Sunday, September 11, 2011

Geology and volcanology of Mount Erebus

Mount Erebus is currently the most active volcano in Antarctica and is the current eruptive zone of the Erebus hotspot. The summit contains a persistent convecting phonolitic lava lake, one of five long-lasting lava lakes on Earth. Characteristic eruptive activity consists of Strombolian eruptions from the lava lake or from one of several subsidiary vents, all lying within the volcano's inner crater. The volcano is scientifically remarkable in that its relatively low-level and unusually persistent eruptive activity enables long-term volcanological study of a Strombolian eruptive system very close (hundreds of metres) to the active vents, a characteristic shared with only a few volcanos planetarily, such as Stromboli in Italy. Scientific study of the volcano is also facilitated by their proximity to McMurdo Station (U.S.) and Scott Base (N.Z.), both sited on Ross Island approximately thirty-five kilometres away.

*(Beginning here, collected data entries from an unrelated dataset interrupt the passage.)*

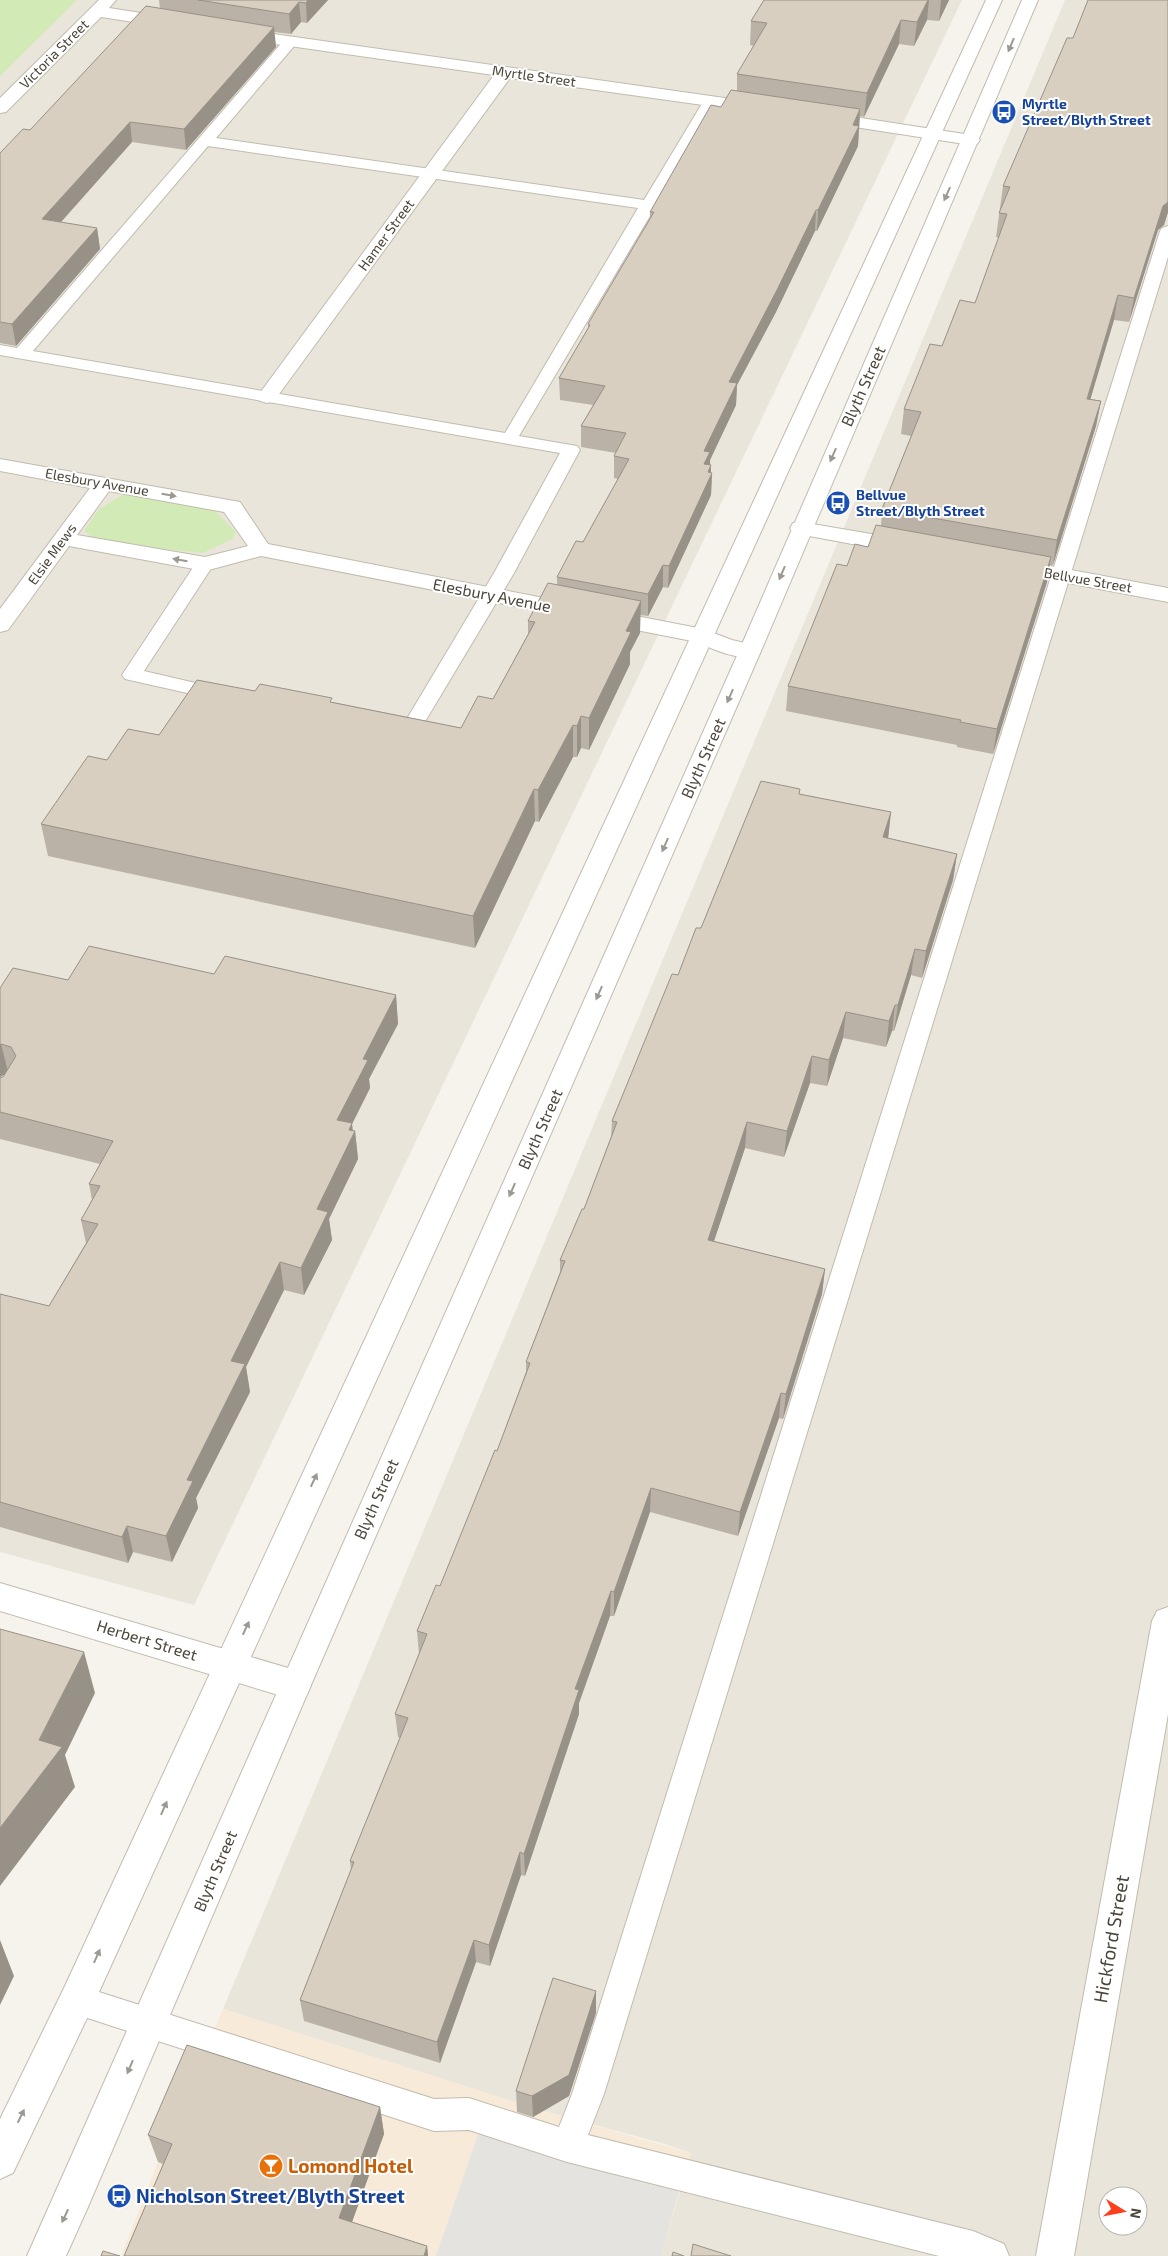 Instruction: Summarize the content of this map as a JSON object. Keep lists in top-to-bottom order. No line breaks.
{"streets":{"street":["Victoria Street","Myrtle Street","Hamer Street","Blyth Street","Elesbury Avenue","Elsie Mews","Bellvue Street","Herbert Street","Hickford Street"]},"crossings":[["Myrtle Street","Hamer Street"],["Blyth Street","Elesbury Avenue"],["Blyth Street","Herbert Street"],["Elesbury Avenue","Elsie Mews"]],"places":{"bus stop":["Myrtle Street/Blyth Street","Bellvue Street/Blyth Street","Nicholson Street/Blyth Street"],"bar":["Lomond Hotel"]},"north":"right"} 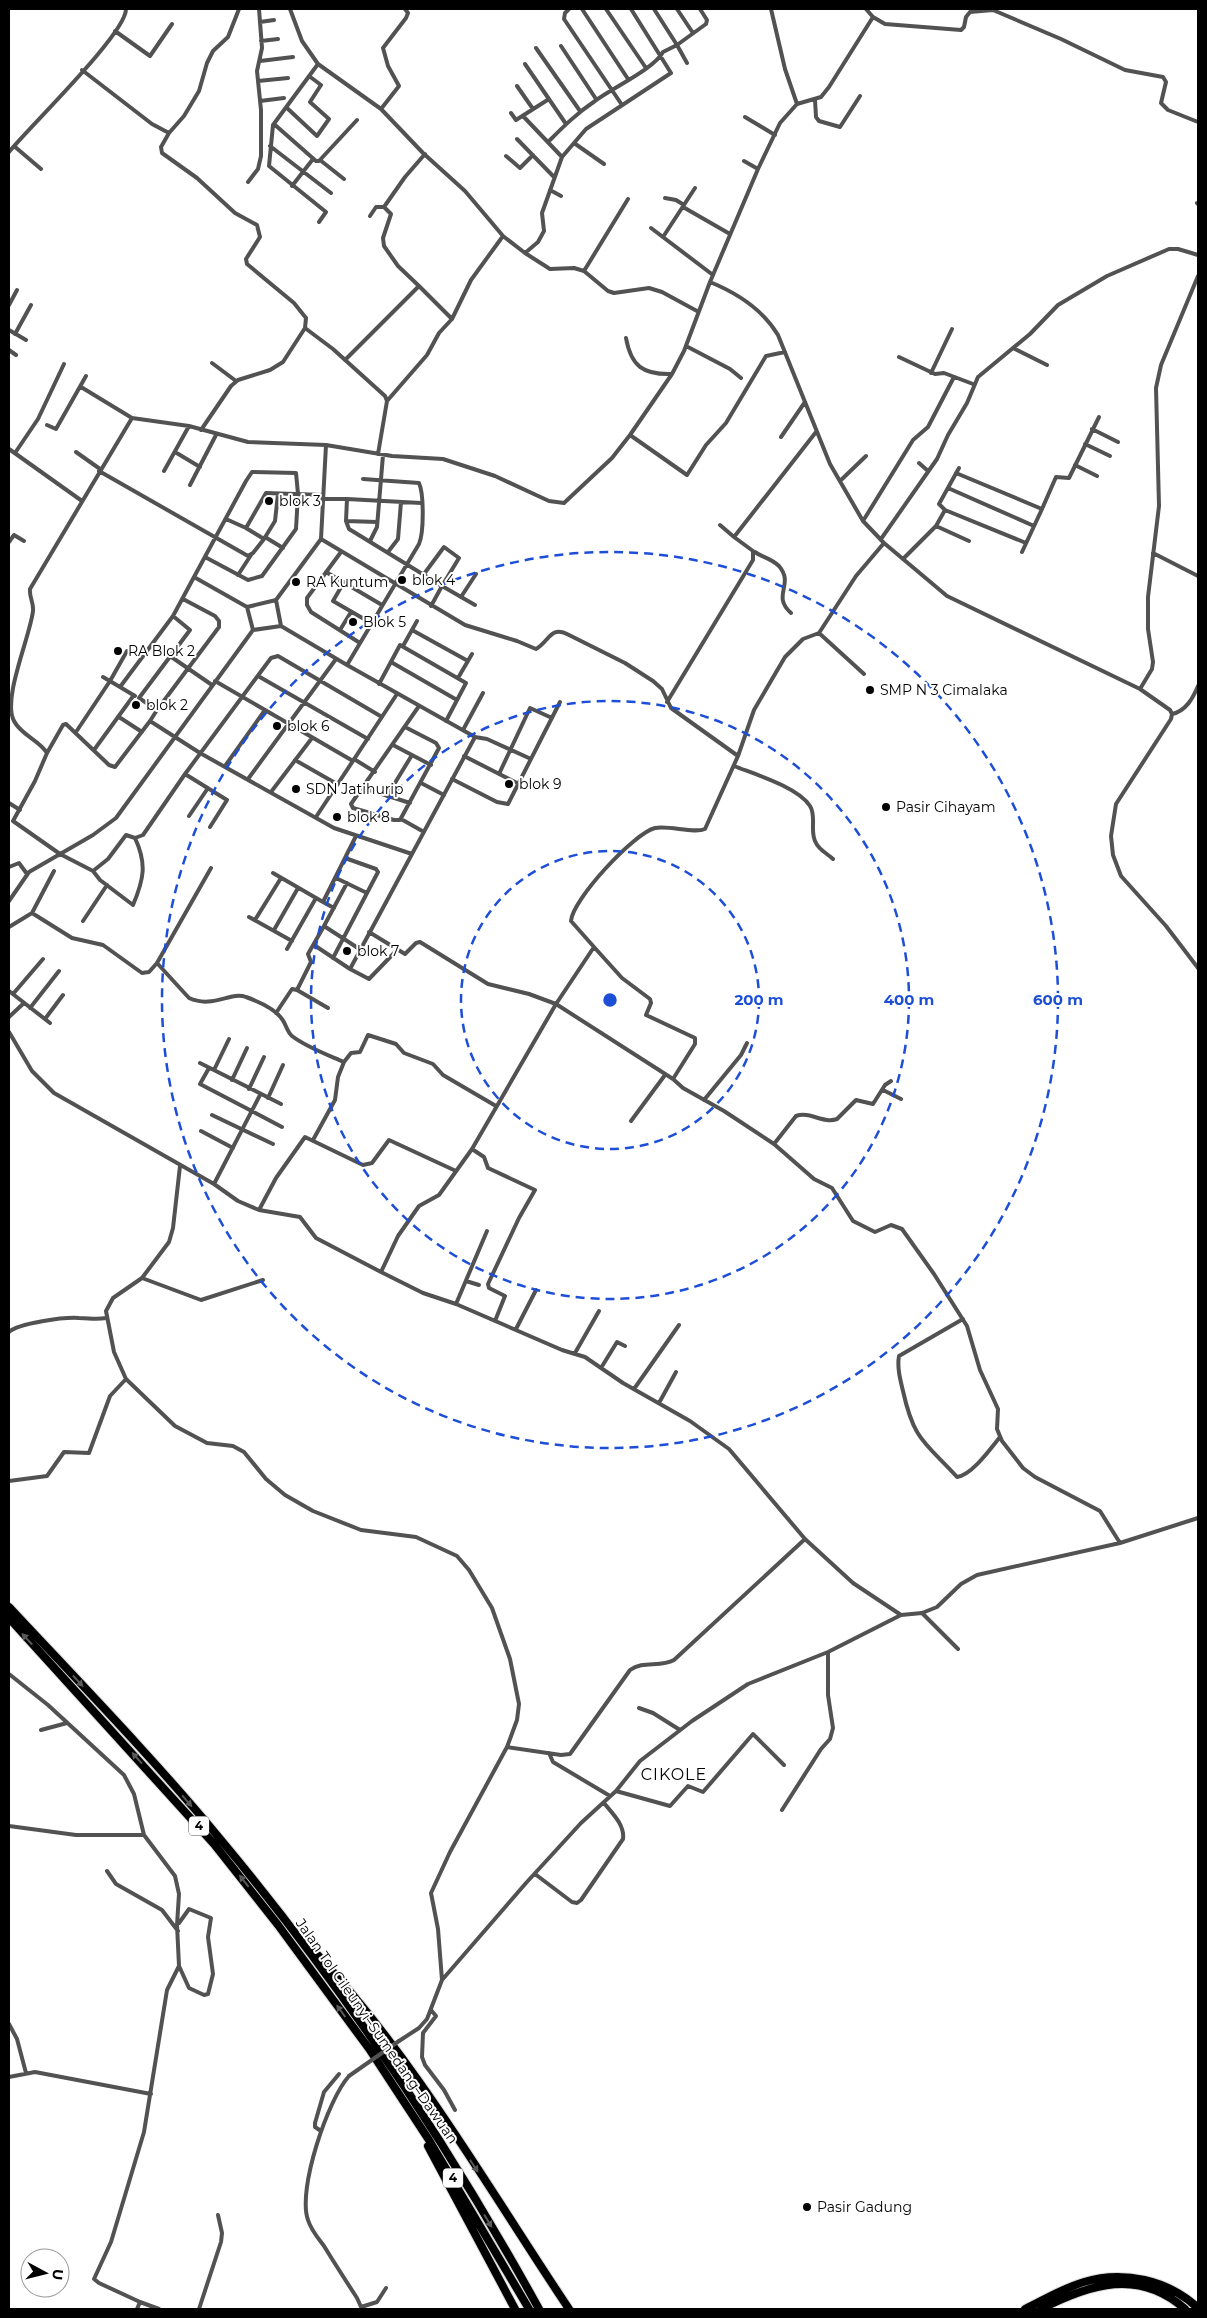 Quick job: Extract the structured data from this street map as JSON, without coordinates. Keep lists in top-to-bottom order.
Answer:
{
  "streets": {
    "highway": ["4", "Jalan Tol Cileunyi–Sumedang–Dawuan"]
  },
  "districts": ["CIKOLE"],
  "places": [
    "blok 3",
    "blok 4",
    "RA Kuntum",
    "Blok 5",
    "RA Blok 2",
    "SMP N 3 Cimalaka",
    "blok 2",
    "blok 6",
    "blok 9",
    "SDN Jatihurip",
    "Pasir Cihayam",
    "blok 8",
    "blok 7",
    "Pasir Gadung"
  ],
  "north": "right",
  "rings": ["200 m", "400 m", "600 m"]
}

Mount Erebus is classified as a polygenetic stratovolcano. The bottom half of the volcano is a shield and the top half is a stratocone (Mount Etna is like this as well). The composition of the current eruptive products of Erebus is anorthoclase-porphyric tephritic phonolite and phonolite, which constitute the bulk of exposed lava flow on the volcano. The oldest eruptive products consist of relatively undifferentiated and non-viscous basanitic lavas that form the low, broad platform shield of the Erebus edifice. Slightly younger basanite and phonotephrite lavas crop out on Fang Ridge — an eroded remnant of an early Erebus volcano — and at other isolated locations on the flanks of the Erebus edifice.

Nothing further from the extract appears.